En épocas de horror (por ejemplo, en períodos de guerra), es natural que los seres humanos se escindan en dos bloques antagónicos, en dos bandos irreconciliables y extremos: de un lado, vociferan y matan quienes creen que la idea A es la única válida; del otro, se yerguen quienes acuden a idénticas vociferaciones y crímenes, pero para sustentar la idea B. Desde la lejanía (espacial o temporal), cuando ya no se escucha el griterío de las trincheras, ni vuelan los trozos de metralla, ni nos taladra los oídos la sirena que avisa del inminente bombardeo, todos podemos dictaminar, con razones más o menos templadas, qué bloque llevaba razón y qué bloque incurrió en la vileza y la inhumanidad. E incluso, si somos personas de más ecuanimidad, alcanzaremos a distinguir qué porciones del bando A y del bando B (insisto: porciones) ejecutaron indignidades o protagonizaron invisibles grandezas. Ahora bien, qué espíritu tan vigoroso y tan noble (si se me permite el adjetivo, diré que también tan inverosímil) muestran quienes, desde la cercanía (espacial y temporal), son capaces de adoptar la misma posición difícil, incómoda y desagradecida, mostrándose ecuánimes y señalando todo el horror de unos y otros, de tirios y troyanos, de fascistas y comunistas, de señoritos y proletarios, de nobles y de plebeyos. Es lo que hizo en este libro asombroso y atemporal el periodista Manuel Chaves Nogales, quien fue capaz de observar y registrar en estos relatos la condición cenagosa de un tiempo abyecto, que explotó en 1936. Lo sencillo hubiera sido alinearse con uno de los bandos en pugna y disfrutar del aplauso posterior y sectario; lo difícil, colocarse las gafas de la honestidad e ir anotando todo, incluido en ese todo las bondades de “los otros” y las bellaquerías de “los tuyos”. Hay que tener un espíritu muy recio para acometer esa tarea, y un corazón dispuesto a soportar los desdenes que, seguro, te lloverán desde ambos bandos, por “tibio”, por “traidor”, por Pepito Grillo.

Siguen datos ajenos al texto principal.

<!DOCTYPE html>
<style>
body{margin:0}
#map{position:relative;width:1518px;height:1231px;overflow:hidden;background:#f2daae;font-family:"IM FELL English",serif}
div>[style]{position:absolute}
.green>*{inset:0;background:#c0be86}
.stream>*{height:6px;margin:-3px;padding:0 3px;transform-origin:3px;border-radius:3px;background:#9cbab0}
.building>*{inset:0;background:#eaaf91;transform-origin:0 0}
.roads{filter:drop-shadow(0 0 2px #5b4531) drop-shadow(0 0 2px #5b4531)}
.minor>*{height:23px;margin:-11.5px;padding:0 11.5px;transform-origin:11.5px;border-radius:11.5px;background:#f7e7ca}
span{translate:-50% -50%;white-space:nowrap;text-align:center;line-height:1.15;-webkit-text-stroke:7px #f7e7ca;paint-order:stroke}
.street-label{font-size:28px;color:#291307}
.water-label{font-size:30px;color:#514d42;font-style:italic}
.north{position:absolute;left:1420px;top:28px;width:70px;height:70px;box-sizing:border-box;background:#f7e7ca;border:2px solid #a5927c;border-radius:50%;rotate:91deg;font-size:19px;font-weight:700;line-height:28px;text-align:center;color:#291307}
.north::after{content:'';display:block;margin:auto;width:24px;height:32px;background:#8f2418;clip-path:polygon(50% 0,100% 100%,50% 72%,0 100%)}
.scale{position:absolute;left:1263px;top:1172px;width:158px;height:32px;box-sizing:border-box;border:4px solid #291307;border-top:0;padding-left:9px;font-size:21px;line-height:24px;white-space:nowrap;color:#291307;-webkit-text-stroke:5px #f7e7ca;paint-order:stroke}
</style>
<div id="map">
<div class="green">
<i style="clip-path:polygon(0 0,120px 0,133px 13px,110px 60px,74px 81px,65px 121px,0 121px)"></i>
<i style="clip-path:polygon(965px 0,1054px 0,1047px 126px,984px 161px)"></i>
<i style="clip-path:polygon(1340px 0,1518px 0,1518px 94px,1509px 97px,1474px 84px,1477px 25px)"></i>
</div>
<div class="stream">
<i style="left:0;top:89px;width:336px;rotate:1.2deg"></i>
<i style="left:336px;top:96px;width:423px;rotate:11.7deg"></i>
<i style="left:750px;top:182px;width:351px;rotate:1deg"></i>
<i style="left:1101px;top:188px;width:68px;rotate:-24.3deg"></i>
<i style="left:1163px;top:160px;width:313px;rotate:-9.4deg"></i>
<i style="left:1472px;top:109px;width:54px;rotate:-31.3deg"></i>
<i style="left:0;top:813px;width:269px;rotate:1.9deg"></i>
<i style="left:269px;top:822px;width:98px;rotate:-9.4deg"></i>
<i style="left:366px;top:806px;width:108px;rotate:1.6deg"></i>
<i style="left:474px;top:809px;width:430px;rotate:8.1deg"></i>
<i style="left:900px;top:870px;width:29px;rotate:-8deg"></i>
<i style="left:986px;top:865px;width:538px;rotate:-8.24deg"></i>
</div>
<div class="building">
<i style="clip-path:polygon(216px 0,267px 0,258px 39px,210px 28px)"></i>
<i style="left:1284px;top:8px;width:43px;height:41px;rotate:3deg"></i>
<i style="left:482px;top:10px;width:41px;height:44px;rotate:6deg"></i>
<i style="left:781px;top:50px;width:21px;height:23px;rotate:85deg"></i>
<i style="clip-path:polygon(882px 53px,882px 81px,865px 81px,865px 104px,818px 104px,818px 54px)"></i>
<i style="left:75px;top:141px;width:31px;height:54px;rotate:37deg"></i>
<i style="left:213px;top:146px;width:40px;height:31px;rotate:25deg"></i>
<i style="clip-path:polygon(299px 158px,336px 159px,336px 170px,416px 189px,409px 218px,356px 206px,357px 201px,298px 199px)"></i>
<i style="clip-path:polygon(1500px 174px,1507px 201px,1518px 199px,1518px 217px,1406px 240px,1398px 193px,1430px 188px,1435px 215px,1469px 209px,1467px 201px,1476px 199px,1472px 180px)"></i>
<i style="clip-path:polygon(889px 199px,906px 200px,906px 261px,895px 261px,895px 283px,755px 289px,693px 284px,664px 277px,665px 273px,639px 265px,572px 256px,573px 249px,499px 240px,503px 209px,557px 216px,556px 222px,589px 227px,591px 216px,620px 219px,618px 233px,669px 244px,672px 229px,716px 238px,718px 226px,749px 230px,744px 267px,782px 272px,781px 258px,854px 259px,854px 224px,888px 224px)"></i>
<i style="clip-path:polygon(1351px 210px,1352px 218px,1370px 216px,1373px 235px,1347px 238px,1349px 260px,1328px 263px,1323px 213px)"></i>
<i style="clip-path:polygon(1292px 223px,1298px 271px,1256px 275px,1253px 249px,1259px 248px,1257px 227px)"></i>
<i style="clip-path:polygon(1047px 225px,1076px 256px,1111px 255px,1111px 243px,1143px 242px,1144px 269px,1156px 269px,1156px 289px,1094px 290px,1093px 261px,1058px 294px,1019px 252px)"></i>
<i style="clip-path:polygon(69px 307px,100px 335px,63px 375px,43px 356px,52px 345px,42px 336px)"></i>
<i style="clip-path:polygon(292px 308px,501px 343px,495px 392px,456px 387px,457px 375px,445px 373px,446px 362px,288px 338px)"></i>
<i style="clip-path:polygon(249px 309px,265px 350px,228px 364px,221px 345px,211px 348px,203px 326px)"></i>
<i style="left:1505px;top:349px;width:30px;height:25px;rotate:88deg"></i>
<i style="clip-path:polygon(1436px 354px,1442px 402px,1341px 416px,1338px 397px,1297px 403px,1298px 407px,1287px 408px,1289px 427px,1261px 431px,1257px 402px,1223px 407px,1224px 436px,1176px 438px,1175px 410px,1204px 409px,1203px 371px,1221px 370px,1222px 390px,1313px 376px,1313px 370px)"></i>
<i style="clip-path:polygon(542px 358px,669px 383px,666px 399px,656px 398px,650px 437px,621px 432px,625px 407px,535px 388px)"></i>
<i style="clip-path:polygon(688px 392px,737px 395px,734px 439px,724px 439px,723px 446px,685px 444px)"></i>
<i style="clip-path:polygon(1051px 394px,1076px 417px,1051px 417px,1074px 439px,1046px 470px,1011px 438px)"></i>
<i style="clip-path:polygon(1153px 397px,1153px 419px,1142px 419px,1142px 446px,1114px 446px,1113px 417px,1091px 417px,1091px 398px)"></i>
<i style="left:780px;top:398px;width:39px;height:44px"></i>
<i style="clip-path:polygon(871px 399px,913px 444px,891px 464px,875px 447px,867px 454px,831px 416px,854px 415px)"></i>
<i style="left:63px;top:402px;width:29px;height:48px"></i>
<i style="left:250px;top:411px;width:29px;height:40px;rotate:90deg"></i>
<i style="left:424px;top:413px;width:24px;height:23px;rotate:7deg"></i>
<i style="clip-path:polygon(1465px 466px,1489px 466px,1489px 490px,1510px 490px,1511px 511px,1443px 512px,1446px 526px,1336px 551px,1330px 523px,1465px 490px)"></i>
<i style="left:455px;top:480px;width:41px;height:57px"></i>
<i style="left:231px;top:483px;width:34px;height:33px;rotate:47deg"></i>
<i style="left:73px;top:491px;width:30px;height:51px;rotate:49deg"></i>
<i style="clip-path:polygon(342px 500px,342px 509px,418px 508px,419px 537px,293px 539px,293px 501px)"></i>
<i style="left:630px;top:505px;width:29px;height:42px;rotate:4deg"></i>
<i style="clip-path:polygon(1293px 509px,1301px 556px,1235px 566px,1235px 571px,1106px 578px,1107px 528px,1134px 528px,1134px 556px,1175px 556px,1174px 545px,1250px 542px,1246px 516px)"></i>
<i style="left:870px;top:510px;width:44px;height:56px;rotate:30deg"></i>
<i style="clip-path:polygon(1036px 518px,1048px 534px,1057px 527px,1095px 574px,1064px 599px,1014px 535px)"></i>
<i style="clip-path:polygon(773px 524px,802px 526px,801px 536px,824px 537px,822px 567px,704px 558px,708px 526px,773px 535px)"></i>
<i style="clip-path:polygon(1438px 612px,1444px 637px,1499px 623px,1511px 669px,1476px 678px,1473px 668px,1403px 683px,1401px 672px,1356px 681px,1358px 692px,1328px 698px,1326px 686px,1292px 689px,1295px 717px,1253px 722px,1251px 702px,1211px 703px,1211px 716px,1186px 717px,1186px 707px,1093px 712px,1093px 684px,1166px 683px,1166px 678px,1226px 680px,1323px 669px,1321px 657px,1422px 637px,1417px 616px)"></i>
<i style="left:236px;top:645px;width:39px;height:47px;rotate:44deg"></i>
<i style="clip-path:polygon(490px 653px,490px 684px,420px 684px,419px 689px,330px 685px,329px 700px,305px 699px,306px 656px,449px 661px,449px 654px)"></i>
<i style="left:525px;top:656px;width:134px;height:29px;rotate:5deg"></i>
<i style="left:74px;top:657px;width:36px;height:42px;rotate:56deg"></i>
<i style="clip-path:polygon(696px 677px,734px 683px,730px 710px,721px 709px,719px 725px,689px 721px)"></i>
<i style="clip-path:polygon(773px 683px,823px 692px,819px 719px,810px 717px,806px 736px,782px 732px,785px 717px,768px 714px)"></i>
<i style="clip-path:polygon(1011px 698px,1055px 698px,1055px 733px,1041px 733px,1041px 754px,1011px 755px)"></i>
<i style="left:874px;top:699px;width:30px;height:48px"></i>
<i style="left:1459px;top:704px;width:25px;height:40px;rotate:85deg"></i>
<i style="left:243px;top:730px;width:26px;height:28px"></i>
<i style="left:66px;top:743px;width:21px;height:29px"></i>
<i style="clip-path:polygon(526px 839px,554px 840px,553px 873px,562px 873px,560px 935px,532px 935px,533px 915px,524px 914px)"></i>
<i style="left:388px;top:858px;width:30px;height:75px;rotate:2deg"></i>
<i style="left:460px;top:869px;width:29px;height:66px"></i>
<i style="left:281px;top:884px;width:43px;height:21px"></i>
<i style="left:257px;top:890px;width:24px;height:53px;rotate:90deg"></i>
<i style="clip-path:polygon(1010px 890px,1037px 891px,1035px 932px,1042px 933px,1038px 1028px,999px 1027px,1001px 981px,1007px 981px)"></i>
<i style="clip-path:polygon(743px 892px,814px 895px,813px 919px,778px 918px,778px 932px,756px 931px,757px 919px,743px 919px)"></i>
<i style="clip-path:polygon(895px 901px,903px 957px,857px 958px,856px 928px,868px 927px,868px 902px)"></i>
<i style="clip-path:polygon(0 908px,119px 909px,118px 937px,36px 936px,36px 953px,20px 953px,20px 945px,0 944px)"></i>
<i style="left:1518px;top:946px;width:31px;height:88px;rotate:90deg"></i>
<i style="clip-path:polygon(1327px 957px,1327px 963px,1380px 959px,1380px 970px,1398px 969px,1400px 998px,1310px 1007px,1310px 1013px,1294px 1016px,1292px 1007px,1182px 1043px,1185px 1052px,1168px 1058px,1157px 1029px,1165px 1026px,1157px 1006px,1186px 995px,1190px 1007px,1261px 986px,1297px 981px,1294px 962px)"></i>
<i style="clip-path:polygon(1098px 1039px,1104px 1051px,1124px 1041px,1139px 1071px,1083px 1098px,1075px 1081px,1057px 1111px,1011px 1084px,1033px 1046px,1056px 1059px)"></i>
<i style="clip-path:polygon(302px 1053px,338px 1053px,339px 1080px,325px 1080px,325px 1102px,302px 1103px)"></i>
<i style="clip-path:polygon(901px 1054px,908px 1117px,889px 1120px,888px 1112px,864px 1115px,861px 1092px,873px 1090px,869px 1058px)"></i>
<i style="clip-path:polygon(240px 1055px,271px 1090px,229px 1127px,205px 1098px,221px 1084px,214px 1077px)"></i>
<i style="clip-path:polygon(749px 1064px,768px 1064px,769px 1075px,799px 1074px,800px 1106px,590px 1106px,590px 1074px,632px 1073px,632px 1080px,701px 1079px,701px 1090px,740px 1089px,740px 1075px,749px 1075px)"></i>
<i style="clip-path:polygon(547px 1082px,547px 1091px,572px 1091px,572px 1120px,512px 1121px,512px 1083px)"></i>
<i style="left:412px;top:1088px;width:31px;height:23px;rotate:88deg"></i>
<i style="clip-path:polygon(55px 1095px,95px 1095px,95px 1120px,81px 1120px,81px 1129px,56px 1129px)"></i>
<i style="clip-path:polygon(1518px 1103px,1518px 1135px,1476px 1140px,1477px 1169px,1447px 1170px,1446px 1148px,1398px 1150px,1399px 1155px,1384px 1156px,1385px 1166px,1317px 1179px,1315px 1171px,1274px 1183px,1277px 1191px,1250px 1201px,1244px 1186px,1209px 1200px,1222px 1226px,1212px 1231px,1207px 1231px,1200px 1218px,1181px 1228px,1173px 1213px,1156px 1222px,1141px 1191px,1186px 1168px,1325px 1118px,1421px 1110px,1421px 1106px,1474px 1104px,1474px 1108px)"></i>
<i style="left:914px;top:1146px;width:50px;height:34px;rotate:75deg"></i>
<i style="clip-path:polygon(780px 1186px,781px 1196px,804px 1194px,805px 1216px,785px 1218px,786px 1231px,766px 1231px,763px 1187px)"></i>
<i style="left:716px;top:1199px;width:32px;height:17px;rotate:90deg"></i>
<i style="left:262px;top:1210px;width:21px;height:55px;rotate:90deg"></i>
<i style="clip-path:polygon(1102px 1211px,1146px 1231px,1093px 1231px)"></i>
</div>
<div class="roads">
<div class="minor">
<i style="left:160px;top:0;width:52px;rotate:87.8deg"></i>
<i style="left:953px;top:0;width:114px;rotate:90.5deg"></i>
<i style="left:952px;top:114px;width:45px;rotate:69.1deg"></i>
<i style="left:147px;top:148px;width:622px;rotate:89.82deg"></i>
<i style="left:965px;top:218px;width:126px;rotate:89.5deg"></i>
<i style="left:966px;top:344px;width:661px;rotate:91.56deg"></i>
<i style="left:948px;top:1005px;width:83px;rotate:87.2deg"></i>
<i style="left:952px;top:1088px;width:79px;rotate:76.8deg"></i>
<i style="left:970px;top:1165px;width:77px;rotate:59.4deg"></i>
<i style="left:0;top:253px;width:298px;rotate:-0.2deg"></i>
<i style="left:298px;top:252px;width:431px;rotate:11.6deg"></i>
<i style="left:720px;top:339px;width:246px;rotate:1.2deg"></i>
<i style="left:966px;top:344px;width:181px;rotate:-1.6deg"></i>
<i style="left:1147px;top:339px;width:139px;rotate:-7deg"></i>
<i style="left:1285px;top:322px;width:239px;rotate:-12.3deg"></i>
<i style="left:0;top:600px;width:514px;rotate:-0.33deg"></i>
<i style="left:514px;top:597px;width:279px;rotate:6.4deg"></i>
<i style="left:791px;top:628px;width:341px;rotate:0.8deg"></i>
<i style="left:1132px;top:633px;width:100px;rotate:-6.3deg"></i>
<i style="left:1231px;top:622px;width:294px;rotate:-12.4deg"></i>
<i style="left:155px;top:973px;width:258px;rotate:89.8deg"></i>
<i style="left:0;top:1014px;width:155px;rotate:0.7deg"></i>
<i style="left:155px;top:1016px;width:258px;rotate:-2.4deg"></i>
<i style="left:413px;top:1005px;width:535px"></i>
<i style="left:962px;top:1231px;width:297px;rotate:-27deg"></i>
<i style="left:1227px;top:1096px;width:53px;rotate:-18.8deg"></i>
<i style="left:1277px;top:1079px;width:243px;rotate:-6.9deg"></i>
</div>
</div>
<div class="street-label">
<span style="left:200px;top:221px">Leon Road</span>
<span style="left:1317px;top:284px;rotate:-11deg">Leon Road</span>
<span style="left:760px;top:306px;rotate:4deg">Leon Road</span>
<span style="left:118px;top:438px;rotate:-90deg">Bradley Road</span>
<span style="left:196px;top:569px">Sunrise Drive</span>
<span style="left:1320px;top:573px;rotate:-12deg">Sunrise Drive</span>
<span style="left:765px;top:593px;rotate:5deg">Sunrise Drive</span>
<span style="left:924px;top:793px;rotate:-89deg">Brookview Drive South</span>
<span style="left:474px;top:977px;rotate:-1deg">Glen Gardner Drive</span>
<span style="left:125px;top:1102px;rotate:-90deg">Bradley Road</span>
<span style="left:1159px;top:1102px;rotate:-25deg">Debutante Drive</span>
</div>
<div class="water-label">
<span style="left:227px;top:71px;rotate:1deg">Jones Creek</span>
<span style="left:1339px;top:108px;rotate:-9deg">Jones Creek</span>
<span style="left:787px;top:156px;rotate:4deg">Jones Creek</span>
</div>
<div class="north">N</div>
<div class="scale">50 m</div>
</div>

Chaves Nogales nos habla aquí de señoritos hijos de puta y de obreros vengativos, a la vez que nos resume anécdotas de señoritos íntegros y de obreros cabales. En ese amplio abanico, imaginen a la mujer cuyo marido ha sido ejecutado, a la niña que no sabe si alzar la mano o el puño (porque ignora qué ademán la salvará o le regalará un balazo), al padre que se destroza las uñas intentando rescatar el cuerpo de su hijo tras un bombardeo, al soldado que intenta proteger obras artísticas antes de que pasen los enemigos y las destrocen, al herrero grandullón que intenta proteger a su familia o a la monja que trata de mantener su fe mientras todo a su alrededor se confabula para mostrarle la faceta más amarga y más despreciable de los seres humanos. Y, sobre todo, imaginen a ese español anónimo (pongan ustedes el nombre que quieran y la ideología que deseen) que, harto de la monstruosidad de la guerra, se descubre una mañana “sintiendo el asco y la vergüenza de vivir y de ser hombre”.
Entré en las páginas de A sangre y fuego animado por los elogios que había leído sobre la figura digna, honorable y pura del periodista sevillano, pero la lectura de la obra me ha estremecido mucho más hondamente de lo que preveía. Lo he leído sentado, pero lo aplaudo de pie.